There is considerable variation in adolescent pain prevalence across epidemiological studies, with limited information on pain-related behaviours among adolescents, including medicine use. The aims of this study were (1) to examine the prevalence of recurrent pain among 15-year-old adolescents internationally; (2) to investigate the association between recurrent pain and medicine use behaviours among boys and girls; and (3) to evaluate the consistency of these associations across countries.

Methods:

The World Health Organization (WHO) collaborative international Health Behaviour in School-aged Children 2009/2010 study collects data about self-reported aches and medicine use from 36,762 15-year-old adolescents from 22 countries/regions in Europe and the United States.

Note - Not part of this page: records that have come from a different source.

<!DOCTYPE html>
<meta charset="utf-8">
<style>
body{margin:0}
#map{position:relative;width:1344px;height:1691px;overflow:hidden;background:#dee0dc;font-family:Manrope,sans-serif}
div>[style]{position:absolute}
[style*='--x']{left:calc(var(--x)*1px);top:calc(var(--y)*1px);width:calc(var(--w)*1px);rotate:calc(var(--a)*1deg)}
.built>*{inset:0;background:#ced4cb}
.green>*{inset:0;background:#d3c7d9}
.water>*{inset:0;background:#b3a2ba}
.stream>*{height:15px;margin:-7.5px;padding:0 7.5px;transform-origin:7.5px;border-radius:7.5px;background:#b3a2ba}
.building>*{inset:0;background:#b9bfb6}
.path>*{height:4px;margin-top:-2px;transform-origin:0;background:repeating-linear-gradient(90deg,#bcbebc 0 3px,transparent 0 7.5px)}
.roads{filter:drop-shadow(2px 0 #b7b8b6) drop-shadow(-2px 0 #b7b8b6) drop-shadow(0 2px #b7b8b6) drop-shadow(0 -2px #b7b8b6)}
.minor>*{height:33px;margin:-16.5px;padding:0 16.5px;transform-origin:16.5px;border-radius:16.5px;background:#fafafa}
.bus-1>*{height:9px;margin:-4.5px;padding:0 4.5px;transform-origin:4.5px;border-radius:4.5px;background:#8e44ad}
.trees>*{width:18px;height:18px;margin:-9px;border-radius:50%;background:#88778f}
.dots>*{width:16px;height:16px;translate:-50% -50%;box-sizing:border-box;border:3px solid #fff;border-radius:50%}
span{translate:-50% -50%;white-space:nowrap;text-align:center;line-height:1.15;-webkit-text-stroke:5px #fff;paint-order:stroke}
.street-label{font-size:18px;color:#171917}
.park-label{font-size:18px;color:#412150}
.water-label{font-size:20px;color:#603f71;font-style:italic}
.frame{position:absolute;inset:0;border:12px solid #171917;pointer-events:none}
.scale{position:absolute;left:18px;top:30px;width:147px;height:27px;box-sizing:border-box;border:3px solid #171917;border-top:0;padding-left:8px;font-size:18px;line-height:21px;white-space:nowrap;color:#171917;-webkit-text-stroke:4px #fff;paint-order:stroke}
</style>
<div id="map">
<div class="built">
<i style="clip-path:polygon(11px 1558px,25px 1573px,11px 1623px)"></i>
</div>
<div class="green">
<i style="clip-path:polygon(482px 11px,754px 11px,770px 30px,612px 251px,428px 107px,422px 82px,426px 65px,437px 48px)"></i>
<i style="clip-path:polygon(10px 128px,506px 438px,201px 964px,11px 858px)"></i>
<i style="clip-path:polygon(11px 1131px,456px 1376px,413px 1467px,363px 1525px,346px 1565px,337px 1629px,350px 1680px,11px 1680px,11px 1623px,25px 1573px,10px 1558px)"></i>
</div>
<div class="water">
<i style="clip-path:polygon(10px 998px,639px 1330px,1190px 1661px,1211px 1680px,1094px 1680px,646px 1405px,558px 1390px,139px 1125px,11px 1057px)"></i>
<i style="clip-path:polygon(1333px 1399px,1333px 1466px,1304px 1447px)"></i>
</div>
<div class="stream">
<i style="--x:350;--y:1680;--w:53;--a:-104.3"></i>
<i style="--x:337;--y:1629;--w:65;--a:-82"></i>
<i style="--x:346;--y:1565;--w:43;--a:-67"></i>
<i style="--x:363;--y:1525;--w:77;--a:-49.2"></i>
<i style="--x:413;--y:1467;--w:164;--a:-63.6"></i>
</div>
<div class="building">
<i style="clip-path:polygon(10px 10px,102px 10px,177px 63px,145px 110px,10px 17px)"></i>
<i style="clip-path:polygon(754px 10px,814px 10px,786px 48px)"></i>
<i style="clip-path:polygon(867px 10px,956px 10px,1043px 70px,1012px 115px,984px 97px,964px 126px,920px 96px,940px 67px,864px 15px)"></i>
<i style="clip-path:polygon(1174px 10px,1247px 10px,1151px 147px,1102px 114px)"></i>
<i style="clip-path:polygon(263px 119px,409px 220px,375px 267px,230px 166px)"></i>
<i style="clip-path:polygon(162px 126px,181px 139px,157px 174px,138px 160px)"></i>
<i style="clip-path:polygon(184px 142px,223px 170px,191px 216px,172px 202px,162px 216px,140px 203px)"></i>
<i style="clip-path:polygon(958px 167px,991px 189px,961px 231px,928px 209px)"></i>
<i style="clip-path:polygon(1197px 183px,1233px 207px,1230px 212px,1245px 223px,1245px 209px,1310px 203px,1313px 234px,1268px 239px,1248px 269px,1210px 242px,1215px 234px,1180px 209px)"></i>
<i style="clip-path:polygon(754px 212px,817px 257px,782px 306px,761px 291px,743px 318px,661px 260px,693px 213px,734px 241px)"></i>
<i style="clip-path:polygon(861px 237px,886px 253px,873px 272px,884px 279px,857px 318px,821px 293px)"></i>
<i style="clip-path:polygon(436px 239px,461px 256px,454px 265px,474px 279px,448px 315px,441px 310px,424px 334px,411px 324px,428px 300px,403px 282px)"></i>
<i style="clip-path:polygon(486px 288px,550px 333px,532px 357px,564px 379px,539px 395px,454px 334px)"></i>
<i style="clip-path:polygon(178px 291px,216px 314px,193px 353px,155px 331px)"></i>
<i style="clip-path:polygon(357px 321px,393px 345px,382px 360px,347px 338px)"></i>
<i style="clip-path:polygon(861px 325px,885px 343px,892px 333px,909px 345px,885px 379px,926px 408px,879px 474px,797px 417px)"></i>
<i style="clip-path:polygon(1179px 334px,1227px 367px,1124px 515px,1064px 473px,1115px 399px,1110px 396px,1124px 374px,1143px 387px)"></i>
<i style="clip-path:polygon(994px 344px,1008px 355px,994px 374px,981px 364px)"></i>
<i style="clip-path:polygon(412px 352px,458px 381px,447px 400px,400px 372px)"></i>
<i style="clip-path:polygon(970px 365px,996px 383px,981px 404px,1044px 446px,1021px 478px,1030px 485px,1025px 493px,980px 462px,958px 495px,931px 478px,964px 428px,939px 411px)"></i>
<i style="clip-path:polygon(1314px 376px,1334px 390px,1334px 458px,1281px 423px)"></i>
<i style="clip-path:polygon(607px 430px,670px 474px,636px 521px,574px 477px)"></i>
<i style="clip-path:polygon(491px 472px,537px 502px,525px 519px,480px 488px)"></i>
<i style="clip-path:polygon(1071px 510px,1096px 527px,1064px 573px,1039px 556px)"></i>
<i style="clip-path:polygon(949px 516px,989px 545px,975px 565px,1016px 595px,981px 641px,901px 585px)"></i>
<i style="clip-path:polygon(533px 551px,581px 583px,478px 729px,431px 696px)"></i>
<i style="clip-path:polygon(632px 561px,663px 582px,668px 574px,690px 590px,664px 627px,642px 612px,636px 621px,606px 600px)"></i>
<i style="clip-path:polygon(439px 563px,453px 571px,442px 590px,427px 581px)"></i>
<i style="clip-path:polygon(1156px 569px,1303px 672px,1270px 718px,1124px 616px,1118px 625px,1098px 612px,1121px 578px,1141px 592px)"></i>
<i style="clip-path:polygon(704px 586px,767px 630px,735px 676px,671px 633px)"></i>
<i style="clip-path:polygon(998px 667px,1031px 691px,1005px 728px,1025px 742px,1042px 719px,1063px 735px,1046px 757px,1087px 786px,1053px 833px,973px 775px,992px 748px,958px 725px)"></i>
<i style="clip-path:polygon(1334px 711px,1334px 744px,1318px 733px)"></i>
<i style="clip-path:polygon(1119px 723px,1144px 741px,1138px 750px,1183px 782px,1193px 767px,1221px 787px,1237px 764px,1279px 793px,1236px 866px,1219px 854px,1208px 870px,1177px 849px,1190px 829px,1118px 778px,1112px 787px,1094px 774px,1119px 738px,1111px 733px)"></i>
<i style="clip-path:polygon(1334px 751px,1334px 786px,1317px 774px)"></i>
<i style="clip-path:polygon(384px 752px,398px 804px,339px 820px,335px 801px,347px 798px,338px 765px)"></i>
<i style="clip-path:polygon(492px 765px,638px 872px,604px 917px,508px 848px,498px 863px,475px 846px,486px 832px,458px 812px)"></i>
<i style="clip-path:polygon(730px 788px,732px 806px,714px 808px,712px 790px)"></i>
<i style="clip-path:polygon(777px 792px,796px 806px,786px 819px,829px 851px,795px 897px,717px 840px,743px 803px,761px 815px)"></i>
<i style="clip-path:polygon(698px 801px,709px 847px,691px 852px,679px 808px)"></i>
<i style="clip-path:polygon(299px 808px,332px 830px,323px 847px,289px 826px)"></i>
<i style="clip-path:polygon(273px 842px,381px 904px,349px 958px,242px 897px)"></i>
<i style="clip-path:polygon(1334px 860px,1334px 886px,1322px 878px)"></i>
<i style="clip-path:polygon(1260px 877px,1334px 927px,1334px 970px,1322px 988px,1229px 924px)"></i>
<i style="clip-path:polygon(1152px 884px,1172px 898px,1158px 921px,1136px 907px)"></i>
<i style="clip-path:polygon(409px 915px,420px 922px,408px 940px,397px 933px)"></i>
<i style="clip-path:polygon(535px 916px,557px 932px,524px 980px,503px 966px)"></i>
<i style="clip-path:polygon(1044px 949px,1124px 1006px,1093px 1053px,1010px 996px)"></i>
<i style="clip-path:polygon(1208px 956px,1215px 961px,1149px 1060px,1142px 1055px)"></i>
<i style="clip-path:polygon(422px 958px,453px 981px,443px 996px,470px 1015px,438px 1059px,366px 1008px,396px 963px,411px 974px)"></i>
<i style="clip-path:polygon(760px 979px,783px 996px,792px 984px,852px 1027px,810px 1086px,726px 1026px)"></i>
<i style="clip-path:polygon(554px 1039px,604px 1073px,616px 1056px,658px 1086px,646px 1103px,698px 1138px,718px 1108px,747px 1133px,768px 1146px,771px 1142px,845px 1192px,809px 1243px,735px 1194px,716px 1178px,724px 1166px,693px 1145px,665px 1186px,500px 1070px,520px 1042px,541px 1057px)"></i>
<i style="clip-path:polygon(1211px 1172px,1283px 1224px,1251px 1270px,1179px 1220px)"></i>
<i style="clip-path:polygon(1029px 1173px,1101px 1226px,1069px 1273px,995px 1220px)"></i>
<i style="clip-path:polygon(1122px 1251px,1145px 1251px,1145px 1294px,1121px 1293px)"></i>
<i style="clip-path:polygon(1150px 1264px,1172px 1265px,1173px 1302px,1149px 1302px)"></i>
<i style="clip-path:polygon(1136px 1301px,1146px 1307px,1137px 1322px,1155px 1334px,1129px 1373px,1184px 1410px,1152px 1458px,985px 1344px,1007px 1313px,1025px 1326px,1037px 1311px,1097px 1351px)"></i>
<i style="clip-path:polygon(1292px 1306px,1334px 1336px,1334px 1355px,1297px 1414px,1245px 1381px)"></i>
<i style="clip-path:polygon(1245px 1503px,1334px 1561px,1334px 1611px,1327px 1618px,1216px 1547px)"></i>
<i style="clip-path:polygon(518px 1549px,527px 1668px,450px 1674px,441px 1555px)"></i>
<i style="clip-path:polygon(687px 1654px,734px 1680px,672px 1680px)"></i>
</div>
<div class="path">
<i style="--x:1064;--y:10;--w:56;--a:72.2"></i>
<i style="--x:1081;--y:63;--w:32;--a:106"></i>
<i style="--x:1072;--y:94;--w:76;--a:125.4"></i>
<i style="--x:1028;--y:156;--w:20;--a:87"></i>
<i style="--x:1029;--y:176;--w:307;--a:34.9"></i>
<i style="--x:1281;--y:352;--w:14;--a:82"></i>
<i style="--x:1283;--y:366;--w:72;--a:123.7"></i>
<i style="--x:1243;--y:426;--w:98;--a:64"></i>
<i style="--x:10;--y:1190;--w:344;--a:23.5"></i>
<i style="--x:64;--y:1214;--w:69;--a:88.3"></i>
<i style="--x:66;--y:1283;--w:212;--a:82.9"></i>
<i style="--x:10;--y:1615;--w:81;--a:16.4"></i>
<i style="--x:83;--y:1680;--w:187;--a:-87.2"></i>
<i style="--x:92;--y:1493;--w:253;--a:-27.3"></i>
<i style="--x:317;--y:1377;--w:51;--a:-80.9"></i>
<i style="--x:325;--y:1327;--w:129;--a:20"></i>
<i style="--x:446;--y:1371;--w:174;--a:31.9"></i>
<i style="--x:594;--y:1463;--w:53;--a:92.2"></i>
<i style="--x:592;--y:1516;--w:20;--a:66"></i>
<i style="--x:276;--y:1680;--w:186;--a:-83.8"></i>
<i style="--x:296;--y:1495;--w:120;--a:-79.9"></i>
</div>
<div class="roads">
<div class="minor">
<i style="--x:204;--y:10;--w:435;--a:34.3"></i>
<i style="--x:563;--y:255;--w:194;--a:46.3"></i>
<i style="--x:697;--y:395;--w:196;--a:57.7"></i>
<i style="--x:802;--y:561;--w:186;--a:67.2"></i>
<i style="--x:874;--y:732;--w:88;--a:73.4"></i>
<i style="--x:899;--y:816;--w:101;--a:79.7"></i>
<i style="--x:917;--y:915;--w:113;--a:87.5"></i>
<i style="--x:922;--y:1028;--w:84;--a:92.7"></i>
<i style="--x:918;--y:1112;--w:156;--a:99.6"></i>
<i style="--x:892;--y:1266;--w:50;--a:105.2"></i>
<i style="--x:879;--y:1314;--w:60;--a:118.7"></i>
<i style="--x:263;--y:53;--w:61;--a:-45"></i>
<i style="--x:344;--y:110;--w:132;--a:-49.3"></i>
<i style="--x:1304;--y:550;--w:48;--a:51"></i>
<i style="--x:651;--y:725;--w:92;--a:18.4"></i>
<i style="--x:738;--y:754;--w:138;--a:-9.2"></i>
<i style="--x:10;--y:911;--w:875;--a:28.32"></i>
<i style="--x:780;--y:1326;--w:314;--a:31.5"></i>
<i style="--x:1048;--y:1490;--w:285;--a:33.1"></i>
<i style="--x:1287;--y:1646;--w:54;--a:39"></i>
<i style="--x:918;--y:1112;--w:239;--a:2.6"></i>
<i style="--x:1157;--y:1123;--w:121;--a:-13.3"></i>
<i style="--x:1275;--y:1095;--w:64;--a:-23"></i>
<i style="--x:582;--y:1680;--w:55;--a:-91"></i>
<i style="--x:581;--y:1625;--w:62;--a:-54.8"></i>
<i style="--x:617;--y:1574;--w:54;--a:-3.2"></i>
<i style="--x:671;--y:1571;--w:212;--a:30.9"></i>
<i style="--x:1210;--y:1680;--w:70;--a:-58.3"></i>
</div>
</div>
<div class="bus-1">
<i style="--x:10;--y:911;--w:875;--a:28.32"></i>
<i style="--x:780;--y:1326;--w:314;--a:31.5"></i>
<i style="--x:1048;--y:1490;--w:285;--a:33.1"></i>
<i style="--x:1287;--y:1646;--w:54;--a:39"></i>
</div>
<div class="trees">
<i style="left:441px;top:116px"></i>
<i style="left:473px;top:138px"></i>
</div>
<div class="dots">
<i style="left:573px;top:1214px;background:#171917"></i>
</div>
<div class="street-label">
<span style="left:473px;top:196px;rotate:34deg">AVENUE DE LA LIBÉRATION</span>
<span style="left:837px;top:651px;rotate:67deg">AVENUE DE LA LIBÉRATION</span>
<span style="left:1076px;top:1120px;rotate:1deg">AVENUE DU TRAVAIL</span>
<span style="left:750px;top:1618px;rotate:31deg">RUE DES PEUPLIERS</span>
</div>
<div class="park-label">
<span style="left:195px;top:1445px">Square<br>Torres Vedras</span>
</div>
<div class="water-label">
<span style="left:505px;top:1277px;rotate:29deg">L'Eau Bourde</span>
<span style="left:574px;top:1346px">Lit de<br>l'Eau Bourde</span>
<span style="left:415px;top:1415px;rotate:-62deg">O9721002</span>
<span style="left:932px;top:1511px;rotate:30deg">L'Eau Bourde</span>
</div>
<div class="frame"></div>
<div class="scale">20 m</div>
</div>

Multi-level multivariate logistic regression, stratified by gender, was used to analyse the association between recurrent pain and medicine use for headache, stomachache, nervousness and difficulties in getting to sleep.

Results:

More than 30% of adolescents reported recurrent headache, almost 30% recurrent backache and approximately 20% recurrent stomachache. Although pain prevalence and medicine use for aches were much higher for girls, the association between pain and medicine use was similarly strong for both genders. Adolescents with recurrent pain are more likely to use medicines also for non-corresponding pain, nervousness and difficulties in getting to sleep. The association between recurrent pain and medicine use was consistent across countries despite large-country differences in the prevalence of recurrent pain and medicine use.

Conclusions:

Recurrent pain in adolescence is common cross-nationally. Adolescents with recurrent pain are more likely to use medicine in general. Recurrent pain and medicine use should be addressed in adolescent health policies.